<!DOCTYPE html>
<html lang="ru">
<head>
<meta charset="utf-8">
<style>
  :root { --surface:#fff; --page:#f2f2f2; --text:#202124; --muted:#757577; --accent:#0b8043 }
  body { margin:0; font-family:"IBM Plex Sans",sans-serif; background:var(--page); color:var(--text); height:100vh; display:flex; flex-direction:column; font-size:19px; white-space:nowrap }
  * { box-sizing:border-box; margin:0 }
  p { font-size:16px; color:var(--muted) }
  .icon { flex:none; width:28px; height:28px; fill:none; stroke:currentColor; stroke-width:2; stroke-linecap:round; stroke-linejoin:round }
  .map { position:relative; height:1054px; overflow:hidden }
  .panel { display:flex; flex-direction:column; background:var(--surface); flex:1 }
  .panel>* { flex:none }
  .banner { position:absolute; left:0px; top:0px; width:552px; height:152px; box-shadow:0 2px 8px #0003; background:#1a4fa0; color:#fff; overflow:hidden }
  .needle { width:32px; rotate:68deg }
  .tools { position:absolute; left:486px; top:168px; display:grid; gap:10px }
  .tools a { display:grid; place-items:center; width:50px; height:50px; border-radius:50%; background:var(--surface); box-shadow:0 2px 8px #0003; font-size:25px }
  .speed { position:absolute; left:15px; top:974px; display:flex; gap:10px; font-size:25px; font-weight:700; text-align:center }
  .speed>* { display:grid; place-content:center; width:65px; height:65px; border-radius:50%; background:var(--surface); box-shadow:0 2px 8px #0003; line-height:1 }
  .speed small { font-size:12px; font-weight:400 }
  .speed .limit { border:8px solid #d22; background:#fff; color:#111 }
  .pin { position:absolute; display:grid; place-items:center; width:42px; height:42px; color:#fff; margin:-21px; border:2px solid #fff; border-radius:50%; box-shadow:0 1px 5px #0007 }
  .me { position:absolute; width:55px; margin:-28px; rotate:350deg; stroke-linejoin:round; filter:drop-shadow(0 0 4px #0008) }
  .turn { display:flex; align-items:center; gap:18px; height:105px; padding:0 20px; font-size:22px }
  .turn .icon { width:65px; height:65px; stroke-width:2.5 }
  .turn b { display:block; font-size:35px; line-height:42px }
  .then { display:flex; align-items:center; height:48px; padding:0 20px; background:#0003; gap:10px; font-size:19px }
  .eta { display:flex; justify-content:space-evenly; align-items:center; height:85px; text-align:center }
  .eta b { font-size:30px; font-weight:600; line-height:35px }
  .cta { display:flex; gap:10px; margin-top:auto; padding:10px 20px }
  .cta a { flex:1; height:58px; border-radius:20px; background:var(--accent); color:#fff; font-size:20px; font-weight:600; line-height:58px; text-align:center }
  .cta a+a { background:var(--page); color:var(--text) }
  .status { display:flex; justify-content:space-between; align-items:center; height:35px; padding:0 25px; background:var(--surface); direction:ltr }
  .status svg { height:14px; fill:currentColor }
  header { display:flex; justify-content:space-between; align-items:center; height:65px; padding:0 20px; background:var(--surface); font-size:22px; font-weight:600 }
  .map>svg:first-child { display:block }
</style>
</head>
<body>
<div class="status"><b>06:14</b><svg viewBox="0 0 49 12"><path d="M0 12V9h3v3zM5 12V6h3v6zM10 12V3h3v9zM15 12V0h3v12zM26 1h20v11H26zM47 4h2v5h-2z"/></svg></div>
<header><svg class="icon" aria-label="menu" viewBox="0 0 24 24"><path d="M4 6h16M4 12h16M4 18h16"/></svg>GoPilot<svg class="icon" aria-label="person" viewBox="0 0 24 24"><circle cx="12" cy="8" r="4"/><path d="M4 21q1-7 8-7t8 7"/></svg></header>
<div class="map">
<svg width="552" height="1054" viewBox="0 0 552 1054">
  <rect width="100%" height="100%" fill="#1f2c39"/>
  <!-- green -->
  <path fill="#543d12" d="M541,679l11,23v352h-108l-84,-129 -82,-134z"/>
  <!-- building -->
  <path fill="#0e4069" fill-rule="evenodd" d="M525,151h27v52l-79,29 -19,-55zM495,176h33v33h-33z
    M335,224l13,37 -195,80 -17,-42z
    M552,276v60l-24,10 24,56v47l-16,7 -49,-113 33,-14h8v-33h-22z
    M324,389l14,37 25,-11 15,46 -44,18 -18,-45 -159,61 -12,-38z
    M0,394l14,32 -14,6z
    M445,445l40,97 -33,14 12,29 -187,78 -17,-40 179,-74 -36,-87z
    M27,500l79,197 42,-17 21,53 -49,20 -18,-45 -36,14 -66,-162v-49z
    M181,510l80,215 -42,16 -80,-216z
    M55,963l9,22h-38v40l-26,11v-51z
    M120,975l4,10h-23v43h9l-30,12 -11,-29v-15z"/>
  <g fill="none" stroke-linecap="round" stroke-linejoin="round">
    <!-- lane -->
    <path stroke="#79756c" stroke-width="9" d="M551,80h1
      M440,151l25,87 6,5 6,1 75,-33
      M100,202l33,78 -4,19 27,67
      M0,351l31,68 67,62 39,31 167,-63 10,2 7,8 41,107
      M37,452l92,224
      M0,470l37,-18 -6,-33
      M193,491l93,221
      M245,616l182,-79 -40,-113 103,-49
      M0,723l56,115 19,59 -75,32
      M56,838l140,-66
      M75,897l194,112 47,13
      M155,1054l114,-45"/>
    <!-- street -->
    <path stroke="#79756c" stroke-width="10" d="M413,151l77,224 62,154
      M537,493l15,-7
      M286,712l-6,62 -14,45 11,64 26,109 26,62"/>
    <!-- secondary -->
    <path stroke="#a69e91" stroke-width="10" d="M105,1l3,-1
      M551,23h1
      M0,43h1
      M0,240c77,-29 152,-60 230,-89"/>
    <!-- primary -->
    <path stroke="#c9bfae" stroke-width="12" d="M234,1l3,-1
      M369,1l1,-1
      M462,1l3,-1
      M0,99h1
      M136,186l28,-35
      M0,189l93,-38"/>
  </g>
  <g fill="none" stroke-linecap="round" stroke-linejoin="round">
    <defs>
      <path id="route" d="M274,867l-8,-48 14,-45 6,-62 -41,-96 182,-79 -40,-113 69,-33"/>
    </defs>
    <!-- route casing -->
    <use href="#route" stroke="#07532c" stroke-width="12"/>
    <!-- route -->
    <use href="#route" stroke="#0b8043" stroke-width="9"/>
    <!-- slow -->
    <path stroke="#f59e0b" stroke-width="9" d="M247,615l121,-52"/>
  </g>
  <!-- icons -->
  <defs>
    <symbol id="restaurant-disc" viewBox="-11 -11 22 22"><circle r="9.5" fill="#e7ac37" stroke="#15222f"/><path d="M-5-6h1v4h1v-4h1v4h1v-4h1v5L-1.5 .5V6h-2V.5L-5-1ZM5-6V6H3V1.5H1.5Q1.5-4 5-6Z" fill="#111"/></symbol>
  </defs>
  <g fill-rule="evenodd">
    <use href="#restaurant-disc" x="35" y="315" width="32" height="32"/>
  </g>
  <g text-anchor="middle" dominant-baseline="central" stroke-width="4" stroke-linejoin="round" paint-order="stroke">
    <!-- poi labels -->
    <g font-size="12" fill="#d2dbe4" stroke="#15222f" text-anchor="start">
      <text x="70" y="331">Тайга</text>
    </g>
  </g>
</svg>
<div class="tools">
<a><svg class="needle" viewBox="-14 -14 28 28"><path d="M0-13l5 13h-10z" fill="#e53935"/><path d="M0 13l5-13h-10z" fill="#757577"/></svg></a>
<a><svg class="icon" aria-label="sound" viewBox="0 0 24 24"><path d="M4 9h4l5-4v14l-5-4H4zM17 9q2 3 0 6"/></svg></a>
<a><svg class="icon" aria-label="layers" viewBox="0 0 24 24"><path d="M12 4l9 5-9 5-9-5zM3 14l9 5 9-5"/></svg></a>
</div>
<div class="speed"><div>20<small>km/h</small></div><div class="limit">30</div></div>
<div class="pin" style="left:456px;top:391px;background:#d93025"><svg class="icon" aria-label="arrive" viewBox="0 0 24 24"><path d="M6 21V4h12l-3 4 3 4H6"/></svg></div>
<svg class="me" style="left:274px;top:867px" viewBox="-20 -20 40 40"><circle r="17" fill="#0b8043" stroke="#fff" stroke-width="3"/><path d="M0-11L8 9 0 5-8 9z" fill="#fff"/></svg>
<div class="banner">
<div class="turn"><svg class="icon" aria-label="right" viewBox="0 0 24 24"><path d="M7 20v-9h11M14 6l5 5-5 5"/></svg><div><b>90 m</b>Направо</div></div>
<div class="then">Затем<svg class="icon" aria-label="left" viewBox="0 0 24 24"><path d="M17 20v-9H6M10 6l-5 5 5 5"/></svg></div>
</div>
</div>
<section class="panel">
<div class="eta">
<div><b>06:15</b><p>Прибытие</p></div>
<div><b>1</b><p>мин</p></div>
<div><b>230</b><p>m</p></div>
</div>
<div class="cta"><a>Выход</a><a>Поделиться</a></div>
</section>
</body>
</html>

• _Work task_:
I need each line of the entries that holds the string "column" located and copied.

• _Response box_:
  body { margin:0; font-family:"IBM Plex Sans",sans-serif; background:var(--page); color:var(--text); height:100vh; display:flex; flex-direction:column; font-size:19px; white-space:nowrap }
  .panel { display:flex; flex-direction:column; background:var(--surface); flex:1 }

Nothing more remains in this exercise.